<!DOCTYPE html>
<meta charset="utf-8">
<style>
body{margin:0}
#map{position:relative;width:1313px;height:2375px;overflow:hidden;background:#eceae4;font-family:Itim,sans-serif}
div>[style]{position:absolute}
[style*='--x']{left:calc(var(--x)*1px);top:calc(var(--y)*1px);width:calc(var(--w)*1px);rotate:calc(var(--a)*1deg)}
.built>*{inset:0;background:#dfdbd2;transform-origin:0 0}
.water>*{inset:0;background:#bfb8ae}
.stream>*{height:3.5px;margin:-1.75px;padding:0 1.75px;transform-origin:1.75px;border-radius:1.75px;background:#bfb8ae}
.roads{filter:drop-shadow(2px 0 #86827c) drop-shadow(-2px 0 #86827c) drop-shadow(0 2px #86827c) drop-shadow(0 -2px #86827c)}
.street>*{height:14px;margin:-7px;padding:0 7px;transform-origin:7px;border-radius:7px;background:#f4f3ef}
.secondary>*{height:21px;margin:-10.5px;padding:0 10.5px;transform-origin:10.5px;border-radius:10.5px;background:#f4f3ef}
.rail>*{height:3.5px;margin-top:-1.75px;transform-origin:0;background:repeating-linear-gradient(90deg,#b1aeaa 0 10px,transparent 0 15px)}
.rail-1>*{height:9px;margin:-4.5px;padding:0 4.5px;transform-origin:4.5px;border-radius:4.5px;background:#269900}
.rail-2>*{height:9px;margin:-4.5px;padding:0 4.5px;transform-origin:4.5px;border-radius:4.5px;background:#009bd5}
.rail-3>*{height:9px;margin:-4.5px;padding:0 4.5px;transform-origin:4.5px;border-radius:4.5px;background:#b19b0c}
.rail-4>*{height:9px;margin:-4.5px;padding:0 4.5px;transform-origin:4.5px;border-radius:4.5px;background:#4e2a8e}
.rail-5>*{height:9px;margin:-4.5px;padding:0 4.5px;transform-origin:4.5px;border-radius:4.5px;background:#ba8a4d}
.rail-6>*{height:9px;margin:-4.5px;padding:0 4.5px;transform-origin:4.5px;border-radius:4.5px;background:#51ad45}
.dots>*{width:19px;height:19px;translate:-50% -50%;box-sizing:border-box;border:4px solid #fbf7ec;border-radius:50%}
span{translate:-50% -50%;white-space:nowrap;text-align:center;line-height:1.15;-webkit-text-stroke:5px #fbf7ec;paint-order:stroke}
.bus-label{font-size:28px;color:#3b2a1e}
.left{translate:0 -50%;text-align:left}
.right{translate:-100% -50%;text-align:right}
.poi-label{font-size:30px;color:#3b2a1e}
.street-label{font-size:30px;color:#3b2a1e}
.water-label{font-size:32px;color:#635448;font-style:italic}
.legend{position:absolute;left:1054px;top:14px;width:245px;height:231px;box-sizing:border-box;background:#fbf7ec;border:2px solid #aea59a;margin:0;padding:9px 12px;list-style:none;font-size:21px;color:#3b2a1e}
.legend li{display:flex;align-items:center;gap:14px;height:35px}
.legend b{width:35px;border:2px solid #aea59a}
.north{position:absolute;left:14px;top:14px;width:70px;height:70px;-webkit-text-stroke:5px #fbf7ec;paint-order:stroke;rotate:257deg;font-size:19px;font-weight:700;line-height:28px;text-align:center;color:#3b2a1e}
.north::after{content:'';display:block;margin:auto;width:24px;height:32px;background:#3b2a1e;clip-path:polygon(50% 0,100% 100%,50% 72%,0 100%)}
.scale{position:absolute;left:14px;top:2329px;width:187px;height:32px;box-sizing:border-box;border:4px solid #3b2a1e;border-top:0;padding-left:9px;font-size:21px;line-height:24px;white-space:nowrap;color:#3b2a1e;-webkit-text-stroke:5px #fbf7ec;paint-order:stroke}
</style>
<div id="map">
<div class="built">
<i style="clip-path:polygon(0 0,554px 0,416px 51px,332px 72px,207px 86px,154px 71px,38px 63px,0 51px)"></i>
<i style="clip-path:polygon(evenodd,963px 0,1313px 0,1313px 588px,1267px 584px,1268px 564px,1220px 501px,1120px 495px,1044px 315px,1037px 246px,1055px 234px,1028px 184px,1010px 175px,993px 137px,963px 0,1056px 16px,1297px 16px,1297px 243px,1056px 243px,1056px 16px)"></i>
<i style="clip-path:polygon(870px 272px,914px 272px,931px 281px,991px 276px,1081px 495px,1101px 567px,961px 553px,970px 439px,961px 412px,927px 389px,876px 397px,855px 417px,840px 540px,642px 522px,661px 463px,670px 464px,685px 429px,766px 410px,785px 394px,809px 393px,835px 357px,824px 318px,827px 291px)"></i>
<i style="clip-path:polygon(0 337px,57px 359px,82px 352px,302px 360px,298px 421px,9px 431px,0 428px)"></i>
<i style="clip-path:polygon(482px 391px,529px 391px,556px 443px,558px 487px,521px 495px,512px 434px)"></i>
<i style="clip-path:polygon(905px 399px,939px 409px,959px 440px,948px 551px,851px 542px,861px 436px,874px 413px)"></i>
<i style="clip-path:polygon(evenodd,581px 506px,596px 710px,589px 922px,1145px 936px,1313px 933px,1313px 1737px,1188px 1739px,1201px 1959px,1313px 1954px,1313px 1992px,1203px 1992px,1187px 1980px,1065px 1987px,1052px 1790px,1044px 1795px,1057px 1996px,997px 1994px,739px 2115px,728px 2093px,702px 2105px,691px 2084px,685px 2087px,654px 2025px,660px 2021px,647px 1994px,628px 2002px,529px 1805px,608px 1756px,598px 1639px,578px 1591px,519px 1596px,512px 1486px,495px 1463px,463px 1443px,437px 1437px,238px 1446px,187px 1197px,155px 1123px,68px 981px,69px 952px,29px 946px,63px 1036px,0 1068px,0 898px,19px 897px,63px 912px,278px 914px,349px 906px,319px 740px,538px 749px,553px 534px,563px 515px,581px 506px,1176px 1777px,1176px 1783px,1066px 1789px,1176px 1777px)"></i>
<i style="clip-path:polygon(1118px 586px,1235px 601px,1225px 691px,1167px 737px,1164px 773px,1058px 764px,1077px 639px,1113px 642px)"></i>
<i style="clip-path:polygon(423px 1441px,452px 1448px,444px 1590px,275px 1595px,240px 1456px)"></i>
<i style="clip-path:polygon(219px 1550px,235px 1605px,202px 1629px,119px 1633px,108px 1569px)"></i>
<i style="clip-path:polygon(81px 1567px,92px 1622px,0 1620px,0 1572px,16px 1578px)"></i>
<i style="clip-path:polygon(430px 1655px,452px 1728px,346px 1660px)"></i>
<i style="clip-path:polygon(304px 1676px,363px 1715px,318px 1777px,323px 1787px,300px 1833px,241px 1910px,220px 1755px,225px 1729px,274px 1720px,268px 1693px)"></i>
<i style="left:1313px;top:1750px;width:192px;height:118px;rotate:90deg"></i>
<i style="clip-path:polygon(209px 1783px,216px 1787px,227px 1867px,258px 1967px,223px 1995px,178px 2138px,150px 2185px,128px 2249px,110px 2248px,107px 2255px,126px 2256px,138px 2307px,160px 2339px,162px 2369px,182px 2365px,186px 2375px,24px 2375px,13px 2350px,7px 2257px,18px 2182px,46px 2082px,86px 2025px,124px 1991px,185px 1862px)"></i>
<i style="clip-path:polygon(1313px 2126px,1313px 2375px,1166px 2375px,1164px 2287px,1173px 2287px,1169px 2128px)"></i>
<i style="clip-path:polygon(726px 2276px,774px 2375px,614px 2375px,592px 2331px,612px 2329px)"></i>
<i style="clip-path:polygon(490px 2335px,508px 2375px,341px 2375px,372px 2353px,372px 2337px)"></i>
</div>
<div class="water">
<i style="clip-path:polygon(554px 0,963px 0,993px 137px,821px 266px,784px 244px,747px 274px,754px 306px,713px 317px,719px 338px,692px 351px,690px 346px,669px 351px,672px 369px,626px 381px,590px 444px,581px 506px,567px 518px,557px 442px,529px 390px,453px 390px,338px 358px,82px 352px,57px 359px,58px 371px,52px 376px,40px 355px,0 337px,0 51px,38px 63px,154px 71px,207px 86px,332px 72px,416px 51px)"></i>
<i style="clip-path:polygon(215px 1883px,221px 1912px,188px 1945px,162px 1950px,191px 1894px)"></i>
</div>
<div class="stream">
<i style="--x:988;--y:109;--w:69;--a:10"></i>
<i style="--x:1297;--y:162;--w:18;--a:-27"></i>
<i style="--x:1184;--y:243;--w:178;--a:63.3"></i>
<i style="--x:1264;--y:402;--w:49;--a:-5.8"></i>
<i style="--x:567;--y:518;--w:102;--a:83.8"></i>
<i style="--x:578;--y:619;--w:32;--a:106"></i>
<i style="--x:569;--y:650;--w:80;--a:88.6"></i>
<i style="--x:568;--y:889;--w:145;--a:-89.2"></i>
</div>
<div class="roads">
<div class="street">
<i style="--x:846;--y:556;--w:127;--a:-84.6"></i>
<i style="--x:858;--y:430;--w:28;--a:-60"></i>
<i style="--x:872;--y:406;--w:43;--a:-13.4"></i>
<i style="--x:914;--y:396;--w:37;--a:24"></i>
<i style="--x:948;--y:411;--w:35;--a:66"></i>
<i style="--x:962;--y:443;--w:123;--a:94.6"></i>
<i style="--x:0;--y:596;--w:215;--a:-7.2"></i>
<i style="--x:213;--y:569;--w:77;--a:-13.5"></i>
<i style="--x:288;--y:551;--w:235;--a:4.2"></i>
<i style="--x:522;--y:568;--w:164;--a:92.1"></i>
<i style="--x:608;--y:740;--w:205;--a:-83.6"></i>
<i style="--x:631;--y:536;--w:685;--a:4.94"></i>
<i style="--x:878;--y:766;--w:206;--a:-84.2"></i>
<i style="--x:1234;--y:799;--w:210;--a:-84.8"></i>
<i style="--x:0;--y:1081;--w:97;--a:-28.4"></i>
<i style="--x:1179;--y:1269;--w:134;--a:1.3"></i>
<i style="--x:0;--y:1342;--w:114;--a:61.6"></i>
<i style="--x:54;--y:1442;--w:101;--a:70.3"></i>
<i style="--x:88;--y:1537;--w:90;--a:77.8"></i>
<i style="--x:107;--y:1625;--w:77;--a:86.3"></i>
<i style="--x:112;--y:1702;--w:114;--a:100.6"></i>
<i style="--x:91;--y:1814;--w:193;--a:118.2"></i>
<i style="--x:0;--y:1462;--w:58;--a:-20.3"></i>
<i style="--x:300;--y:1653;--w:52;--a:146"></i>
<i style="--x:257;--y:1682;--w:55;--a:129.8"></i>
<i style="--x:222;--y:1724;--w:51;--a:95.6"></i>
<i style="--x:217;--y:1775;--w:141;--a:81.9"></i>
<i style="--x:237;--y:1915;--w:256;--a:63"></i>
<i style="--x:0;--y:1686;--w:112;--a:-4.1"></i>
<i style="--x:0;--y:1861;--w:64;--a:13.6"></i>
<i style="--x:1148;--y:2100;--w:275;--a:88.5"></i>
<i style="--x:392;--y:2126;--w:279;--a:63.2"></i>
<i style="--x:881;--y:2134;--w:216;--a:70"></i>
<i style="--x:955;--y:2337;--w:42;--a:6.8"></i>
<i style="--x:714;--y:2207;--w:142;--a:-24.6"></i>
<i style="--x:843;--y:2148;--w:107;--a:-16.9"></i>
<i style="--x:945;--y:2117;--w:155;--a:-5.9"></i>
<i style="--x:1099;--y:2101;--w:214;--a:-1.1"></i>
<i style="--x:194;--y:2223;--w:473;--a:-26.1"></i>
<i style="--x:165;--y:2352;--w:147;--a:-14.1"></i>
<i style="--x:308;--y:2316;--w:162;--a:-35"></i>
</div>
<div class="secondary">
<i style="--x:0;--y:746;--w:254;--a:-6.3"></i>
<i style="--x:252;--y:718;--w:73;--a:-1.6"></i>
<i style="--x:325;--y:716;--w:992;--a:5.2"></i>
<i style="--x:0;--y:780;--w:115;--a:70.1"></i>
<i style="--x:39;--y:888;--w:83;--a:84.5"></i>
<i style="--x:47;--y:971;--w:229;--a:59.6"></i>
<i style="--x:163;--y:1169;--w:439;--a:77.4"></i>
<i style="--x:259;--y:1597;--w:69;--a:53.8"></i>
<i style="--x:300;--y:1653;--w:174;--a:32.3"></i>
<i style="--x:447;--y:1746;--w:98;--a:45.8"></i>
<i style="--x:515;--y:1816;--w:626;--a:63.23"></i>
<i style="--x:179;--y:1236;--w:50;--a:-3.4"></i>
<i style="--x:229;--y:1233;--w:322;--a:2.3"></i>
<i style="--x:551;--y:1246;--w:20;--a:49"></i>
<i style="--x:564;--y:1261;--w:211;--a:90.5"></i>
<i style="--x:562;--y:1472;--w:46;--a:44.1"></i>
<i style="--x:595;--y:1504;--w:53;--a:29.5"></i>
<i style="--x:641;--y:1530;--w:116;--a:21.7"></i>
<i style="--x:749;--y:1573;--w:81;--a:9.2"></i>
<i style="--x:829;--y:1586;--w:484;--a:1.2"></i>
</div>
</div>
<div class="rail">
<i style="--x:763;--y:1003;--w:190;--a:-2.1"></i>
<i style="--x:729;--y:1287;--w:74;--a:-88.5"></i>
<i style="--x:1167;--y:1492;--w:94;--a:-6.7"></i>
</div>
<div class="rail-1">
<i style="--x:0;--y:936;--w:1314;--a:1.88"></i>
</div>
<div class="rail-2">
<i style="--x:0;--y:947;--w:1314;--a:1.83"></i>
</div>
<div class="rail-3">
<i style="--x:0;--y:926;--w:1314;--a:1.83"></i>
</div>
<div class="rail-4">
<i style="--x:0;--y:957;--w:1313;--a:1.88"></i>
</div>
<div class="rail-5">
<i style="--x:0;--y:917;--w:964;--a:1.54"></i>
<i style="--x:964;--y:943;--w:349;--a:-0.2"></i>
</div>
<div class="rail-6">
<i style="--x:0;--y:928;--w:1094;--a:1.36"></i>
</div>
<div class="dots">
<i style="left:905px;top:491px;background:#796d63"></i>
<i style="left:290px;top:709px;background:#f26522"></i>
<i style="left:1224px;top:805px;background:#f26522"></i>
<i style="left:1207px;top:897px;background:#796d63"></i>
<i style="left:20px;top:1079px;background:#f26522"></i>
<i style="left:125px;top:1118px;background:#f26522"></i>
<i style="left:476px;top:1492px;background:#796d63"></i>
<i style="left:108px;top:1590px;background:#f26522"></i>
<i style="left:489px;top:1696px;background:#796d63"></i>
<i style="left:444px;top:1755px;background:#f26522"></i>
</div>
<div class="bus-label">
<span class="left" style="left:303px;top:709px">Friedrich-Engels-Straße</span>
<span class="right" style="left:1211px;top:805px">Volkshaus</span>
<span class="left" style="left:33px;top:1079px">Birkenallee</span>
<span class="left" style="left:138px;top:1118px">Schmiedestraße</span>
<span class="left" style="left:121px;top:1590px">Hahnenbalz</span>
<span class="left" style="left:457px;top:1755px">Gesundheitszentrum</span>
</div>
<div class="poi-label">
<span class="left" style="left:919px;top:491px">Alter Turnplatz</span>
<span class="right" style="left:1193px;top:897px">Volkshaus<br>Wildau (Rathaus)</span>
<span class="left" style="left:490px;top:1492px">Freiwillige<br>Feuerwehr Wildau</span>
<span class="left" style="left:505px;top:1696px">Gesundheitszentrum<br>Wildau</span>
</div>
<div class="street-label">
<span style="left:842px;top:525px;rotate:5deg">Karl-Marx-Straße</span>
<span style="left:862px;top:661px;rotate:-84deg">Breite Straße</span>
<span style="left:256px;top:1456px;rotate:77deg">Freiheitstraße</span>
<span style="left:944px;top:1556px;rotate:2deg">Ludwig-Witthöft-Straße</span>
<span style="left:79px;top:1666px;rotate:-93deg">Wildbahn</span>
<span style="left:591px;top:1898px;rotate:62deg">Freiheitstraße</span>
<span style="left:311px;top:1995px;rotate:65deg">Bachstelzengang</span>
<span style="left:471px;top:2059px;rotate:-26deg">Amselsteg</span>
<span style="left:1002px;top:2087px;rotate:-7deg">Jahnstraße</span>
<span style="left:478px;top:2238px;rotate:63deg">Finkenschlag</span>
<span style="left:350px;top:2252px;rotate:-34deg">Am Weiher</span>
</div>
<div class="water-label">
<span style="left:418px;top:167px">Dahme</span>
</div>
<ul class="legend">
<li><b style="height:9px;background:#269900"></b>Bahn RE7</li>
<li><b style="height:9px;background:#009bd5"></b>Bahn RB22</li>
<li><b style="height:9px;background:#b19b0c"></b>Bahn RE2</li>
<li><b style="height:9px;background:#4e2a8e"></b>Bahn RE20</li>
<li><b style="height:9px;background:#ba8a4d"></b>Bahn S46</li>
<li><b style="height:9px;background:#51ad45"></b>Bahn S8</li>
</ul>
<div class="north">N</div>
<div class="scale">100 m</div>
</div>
--------------------
#### What the exercise asks:
From the listing above, work out the number of lines that contain "inset" and give only that.

#### Result of the exercise:
2